From Cuba’s perspective, any discussions in the near future must also take into consideration the suffering of Cubans during the pandemic. Other short-term issues that would need to be included are the restoration of travel and remittances to Cuba, the maintenance of orderly migration, and the cessation of support to provocateurs.

In order for both countries to travel the long and complex road toward normalization, they must work towards the restoration of trust, which they can achieve if they focus on their mutual interests and respect each other’s own evaluations of the risks to their distinctive national interests. As a result of confidence-building measures, there could finally be a recognition of a future Cuban-U.S. relationship that is characterized by positive synergies.

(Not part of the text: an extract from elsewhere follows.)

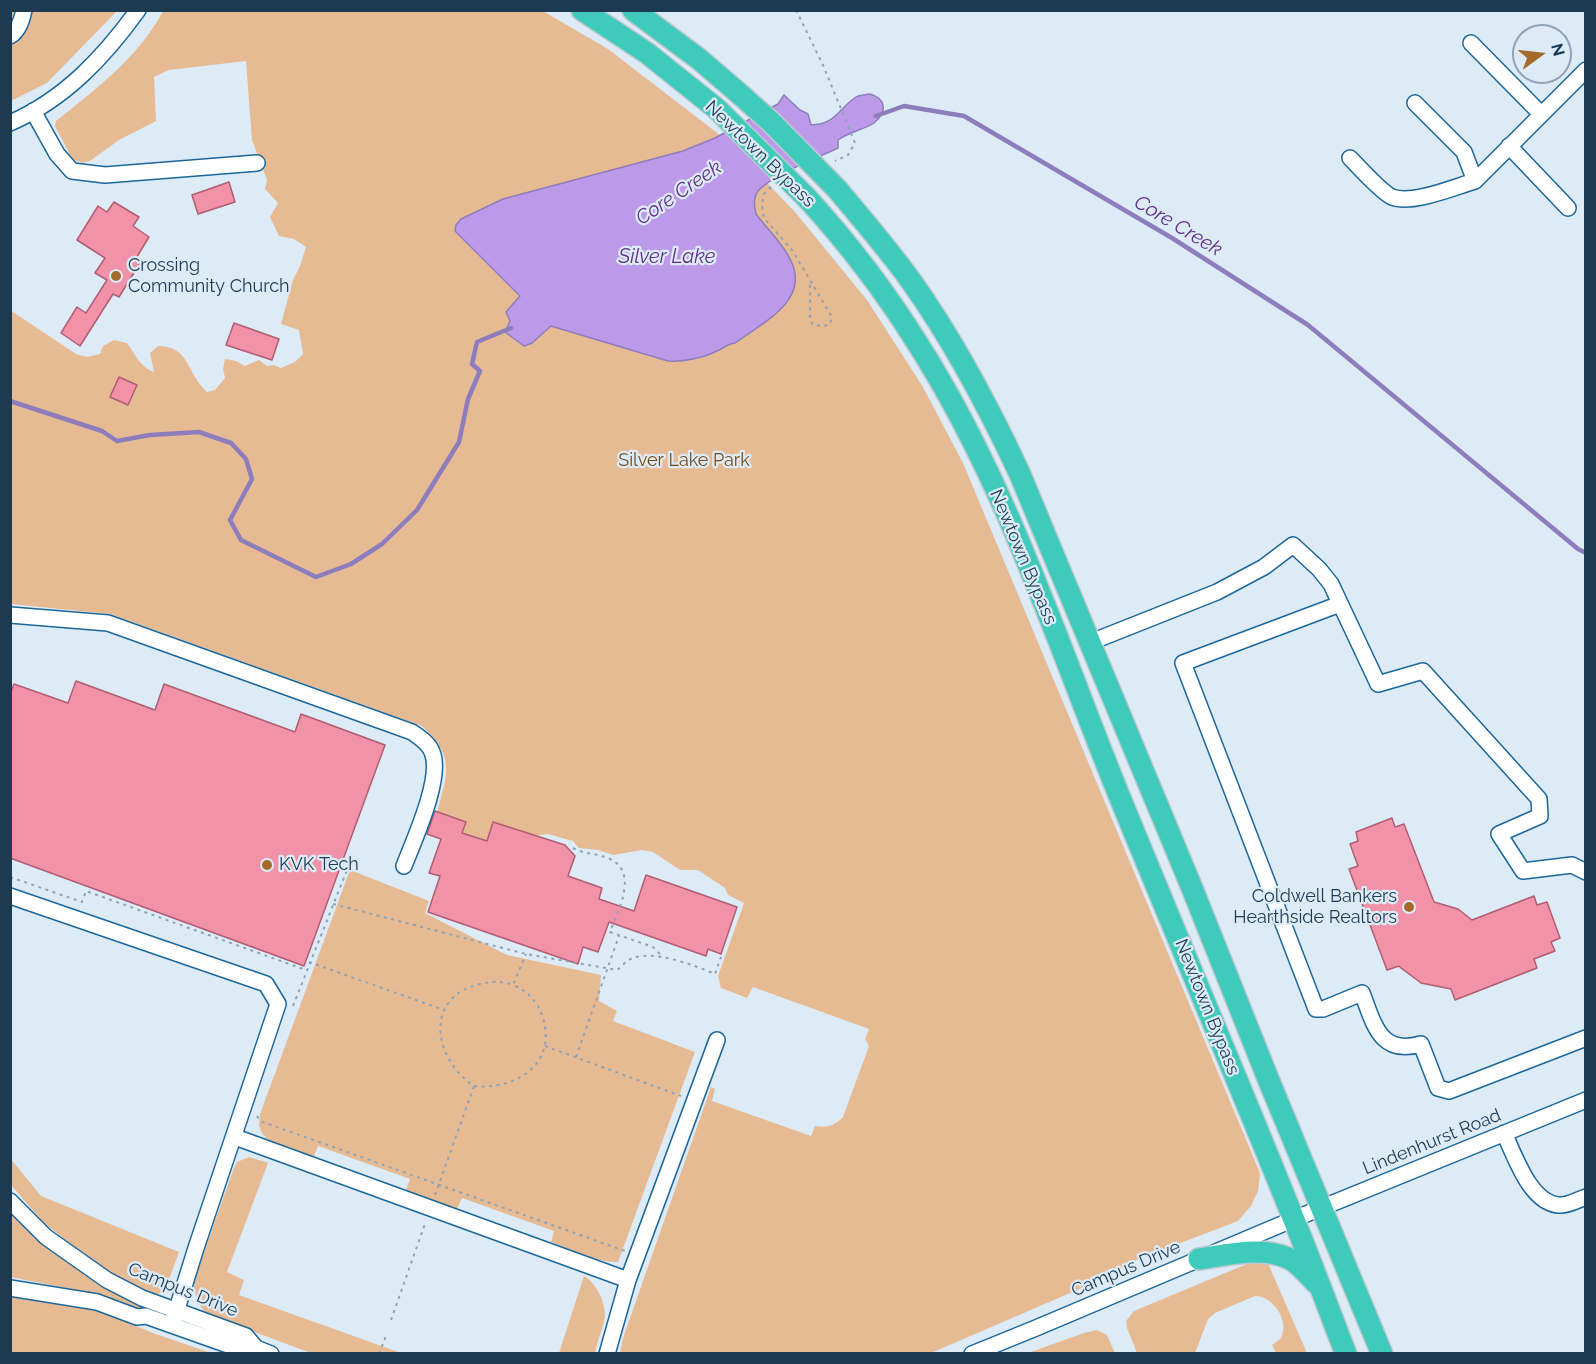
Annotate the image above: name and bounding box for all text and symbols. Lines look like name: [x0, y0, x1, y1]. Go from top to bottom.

The normalization process during Obama’s second term confronted core problems and challenges that are still with us. While the circumstances today are not the same as they were then, the approach taken by Cuba and the United States still makes sense today. Its outcomes offer evidence that better relations are possible, and its achievements can still serve as building blocks. Mutual respect, agreements rooted in the principles of international law and the UN Charter, and political will to think outside of the box could actually make Cuba and the United States good neighbors.